En cuisine, il y a les mots dont on connaît la signification, les mots dont on croit connaître la signification, les noms dont on ne sait pas la signification… et la terminologie « à la Godard » est de celle-là pour beaucoup d’entre nous. D’ailleurs, le mot ne figure pas dans les dictionnaires généraux.
On le trouve dans le Guide culinaire : il y a une « sauce Godard », qui s’obtient par réduction de vin blanc avec une mirepoix au jambon, de la sauce demi-glace, de l’essence de champignons ; on réduit et l’on passe à l’étamine. Cette sauce donnerait son nom à la garniture « à la Godard », qui en ferait usage (sans que le texte soit très clair à ce sujet).
Cherchons donc mieux, avec Joseph Favre, qui dit de la garniture à la Godard : « Ragoût à la demi-glace et composé de ris de veau piqués et glacés, de têtes de champignons, de truffes et de quenelles décorées aux truffes ». C’est quand même autre chose ! Et, pour la sauce à la Godard : « Passer un appareil mirepoix, sans poivre, à la poêle ; lui faire prendre couleur, le dégraisser et le mettre dans une casserole avec de la sauce espagnole réduite et du jus de champignons frais, faire cuire ; passer la sauce et réserver au bain-marie. Cette sauce sert pour la composition du ragoût ou garniture à la Godard. » Mieux encore, il y a une note « Lorsqu’il s’agit de filet de bœuf ou viande braisée, on remplace la sauce espagnole par la décoction ou fond de la pièce braisée ; mais l’adjonction du jus de champignons est indispensable. C’est à tort que l’on a appliqué cette garniture sous forme de ragoût blanc aux volailles cuites à blanc, la forme glacée et brune étant les caractères qui distinguent la Godard des autres garnitures similaires ».
Bon, mais, même chez Favre, il n’y a aucune référence, et c’est un témoignage d’usage, qui ne valent que par la connaissance particulière d’une personne. Rien ne vaut, en revanche, la consultation des textes anciens.
Par exemple, pour Urbain Dubois, élève de Carême et maître d’Escoffier, la garniture à la Godard, pour relever se compose de grosses quenelles décorées aux truffes, petits ris de veau, escalopes ou grenadins piqués et glacés, truffes et têtes de champignons entières. On dresse ces garnitures en groupes autour des pièces ; les quenelles et les champignons sont légèrement saucés, les truffes et les grenadins sont glacés.

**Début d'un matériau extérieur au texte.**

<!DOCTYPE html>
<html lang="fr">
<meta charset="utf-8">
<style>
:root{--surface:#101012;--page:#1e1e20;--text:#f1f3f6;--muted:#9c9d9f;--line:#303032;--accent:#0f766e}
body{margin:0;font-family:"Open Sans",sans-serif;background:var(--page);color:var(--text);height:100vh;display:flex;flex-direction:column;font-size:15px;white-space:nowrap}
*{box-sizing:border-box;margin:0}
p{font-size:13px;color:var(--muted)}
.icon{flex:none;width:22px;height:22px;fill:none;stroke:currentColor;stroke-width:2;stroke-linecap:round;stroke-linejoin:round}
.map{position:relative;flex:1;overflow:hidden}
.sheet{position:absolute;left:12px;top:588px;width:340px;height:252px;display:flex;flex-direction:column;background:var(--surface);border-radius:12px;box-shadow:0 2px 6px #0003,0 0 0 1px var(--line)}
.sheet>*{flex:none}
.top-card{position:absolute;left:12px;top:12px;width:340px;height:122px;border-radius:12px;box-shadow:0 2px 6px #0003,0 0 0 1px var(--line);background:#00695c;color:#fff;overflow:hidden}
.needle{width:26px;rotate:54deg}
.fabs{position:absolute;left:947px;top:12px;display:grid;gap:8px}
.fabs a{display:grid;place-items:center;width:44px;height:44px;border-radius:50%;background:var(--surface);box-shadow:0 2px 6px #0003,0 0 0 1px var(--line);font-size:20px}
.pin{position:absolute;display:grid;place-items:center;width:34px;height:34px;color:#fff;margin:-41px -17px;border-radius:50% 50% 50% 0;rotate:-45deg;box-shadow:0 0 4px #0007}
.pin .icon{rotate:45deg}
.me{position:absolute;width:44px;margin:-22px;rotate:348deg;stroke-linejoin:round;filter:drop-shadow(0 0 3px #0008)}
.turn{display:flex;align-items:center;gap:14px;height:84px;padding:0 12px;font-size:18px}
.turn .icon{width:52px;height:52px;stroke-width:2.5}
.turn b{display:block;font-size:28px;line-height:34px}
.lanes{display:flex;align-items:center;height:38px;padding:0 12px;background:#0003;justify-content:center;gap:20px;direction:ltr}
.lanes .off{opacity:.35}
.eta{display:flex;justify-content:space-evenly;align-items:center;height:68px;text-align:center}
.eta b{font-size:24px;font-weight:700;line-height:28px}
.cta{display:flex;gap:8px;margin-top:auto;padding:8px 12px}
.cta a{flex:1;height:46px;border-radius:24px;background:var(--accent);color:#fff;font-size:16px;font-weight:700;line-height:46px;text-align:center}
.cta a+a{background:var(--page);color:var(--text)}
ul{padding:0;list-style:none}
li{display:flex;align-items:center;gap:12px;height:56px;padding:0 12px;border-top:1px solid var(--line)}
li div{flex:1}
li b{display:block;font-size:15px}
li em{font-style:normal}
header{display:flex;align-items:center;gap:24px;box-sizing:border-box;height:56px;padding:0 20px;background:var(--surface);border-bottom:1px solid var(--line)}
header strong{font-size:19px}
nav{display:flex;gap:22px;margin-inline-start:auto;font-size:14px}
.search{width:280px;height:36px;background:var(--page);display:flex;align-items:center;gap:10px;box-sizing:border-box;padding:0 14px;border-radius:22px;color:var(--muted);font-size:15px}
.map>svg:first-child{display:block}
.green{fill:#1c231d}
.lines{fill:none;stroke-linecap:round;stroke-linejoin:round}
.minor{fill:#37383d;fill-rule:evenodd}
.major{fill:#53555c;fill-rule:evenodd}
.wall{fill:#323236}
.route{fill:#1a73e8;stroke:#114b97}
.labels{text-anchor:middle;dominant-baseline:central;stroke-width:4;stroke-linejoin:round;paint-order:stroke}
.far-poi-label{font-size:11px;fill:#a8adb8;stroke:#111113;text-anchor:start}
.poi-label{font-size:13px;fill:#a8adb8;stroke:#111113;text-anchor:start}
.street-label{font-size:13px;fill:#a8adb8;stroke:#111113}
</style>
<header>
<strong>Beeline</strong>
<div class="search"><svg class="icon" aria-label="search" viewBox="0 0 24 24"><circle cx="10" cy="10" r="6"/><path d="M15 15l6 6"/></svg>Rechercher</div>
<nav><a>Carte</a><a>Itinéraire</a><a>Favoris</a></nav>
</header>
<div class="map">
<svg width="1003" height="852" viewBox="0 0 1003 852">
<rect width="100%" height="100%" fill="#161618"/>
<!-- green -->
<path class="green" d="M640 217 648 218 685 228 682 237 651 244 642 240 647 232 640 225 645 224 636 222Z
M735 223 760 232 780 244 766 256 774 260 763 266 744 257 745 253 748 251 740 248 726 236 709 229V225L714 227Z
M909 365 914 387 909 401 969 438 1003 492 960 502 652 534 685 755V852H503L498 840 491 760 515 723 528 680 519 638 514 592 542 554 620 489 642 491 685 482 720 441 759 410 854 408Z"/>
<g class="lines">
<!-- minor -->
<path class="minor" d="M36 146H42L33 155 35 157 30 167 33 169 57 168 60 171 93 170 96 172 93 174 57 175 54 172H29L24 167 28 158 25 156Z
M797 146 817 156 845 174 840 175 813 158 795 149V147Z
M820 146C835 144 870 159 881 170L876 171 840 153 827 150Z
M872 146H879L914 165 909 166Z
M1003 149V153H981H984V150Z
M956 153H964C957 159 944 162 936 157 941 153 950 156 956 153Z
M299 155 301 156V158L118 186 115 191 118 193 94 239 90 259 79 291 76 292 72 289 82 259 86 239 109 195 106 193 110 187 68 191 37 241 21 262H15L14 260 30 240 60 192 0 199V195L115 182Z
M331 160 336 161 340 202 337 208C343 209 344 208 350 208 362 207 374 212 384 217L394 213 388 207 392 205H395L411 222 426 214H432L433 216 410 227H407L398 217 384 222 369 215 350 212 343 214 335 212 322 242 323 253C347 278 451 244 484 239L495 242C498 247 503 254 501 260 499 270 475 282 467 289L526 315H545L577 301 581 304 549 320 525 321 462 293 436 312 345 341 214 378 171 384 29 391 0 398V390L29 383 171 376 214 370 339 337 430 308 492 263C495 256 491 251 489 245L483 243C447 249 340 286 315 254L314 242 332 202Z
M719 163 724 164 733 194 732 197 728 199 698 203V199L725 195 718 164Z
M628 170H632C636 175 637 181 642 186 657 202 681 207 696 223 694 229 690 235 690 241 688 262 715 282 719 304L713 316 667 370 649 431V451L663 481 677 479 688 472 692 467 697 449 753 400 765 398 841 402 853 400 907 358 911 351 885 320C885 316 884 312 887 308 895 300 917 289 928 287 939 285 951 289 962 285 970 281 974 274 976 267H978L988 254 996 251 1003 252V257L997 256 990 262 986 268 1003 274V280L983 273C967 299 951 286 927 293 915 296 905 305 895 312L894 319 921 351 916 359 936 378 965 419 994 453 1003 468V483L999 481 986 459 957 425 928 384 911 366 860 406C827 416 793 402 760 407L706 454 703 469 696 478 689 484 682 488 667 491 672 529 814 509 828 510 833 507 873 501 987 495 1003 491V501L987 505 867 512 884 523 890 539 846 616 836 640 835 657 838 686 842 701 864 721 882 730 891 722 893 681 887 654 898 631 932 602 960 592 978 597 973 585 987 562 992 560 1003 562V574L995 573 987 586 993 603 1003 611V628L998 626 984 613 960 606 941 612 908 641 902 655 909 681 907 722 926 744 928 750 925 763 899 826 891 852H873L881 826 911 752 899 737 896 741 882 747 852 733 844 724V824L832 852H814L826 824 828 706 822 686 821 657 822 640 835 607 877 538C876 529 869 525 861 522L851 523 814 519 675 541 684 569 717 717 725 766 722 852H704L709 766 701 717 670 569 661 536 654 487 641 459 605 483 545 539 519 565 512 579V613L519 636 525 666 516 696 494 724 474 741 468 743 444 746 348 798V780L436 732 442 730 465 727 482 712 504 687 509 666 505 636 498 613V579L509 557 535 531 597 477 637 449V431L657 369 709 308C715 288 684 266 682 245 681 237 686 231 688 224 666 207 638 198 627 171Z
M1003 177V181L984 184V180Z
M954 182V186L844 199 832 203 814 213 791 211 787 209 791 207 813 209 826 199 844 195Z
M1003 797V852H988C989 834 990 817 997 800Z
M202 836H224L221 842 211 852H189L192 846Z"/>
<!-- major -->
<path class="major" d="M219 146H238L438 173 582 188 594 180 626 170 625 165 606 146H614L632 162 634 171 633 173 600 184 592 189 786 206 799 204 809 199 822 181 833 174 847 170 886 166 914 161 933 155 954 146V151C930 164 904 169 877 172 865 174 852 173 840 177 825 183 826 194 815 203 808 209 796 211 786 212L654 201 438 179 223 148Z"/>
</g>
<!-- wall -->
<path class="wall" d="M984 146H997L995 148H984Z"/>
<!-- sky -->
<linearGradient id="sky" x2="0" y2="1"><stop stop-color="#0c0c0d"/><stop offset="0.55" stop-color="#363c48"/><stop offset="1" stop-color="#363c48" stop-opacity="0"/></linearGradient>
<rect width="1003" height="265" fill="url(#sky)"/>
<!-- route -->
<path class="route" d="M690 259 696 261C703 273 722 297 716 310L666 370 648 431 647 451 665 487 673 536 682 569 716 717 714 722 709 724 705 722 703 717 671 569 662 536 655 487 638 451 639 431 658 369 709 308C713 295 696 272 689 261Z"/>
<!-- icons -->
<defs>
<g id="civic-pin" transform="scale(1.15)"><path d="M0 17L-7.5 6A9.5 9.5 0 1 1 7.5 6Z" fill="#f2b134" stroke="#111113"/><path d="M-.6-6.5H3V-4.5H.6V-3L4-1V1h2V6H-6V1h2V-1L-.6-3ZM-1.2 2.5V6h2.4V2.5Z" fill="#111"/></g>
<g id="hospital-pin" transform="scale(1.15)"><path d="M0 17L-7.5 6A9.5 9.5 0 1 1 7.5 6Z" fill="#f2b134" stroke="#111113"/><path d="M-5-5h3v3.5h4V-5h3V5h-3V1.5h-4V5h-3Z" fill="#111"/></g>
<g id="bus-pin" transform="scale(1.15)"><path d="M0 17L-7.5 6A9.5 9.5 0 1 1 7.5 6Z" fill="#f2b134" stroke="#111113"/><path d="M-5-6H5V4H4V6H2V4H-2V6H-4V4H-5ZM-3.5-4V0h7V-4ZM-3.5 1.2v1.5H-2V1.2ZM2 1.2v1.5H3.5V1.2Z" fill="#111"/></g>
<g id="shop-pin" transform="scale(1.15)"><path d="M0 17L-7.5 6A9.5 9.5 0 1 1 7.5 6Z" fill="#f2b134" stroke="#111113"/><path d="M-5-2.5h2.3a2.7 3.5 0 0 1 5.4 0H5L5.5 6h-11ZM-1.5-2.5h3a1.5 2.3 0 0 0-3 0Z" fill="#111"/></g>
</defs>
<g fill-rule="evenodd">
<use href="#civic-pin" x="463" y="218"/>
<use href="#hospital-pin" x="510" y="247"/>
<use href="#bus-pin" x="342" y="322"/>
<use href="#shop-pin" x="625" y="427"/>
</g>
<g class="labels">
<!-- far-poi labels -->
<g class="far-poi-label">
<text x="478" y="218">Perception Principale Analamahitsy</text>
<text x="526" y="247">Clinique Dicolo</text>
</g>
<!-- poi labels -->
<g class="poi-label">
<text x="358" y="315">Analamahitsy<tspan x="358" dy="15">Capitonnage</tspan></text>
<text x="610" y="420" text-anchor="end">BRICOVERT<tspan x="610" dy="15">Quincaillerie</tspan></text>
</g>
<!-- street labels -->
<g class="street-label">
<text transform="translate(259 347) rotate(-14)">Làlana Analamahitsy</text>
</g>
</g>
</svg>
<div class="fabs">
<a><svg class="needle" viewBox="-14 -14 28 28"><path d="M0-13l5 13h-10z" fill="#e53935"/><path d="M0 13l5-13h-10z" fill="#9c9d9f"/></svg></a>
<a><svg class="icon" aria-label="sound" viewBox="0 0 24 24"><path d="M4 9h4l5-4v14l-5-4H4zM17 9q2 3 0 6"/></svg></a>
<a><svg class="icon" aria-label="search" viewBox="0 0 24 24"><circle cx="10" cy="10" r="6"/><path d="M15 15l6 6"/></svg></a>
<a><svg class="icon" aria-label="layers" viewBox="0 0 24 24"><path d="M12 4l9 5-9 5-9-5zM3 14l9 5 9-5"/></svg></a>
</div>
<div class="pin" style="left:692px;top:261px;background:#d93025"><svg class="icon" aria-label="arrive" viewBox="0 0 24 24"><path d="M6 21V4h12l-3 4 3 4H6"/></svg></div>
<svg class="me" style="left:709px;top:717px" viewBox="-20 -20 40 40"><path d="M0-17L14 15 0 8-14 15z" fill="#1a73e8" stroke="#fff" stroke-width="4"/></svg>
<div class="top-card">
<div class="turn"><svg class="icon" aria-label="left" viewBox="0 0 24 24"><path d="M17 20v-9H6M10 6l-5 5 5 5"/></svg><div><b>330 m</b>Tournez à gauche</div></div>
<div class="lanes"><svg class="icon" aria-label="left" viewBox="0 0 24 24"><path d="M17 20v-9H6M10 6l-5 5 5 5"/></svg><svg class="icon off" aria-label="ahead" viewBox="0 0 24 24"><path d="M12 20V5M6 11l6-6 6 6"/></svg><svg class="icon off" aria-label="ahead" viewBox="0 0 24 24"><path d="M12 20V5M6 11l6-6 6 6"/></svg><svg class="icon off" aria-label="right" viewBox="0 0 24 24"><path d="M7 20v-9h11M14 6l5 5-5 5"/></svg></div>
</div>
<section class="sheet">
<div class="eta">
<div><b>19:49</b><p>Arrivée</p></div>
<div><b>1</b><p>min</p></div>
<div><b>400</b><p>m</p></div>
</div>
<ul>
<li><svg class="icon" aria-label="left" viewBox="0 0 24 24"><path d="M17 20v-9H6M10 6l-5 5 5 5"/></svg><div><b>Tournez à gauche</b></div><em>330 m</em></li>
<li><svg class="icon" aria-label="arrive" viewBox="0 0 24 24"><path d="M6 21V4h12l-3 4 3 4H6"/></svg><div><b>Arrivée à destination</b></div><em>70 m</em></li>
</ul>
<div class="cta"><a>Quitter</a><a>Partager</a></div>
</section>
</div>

Pour Jules Gouffé, c’est différent : on fait la sauce à partir de 200 grammes de jambon, 100 grammes de beurre, une carotte moyenne, et un oignon moyen ; on fait blondir, on mouille avec un demi litre de vin blanc et on cuit pendant 25 minutes (c’est précis!) ; on écume, on passe et on ajoute 20 centilitres d’essence de champignon et un litre d’espagnole ; on fait réduire jusqu’à masquer la cuiller.
Pourrons-nous trouver plus ancien ? Rien de bien clair chez André Viard, dont le Cuisinier impérial a suivi un Cuisinier royal (on alternait selon les régimes!). En revanche, je retrouve un aloyau à la Godard chez François Massialot, en 1705 : il s’agit d’un aloyau à demi rôti, que l’on termine avec des truffes, des champignons, des morilles, des artichauts, et que l’on serve avec un autre ragoût de champignons, de culs d’artichauts, de ris de veau, de crêtes de coq, le tout bien lié.
Décidément, c’est cela qu’il faudra retenir, puisque c’est la plus ancienne mention. Il faut des champignons, des artichauts, et une liaison. Que cette dernière résulte d’une réduction de vin, éventuellement de vin de Champagne, et qu’il y ait aussi une demi-glace est seulement une possibilité, et la présence de jambon, aujourd’hui plus courante que le ris de veau ou la crête de coq, est une possibilité. La recette précise de Gouffé, en revanche, manque de l’artichaut.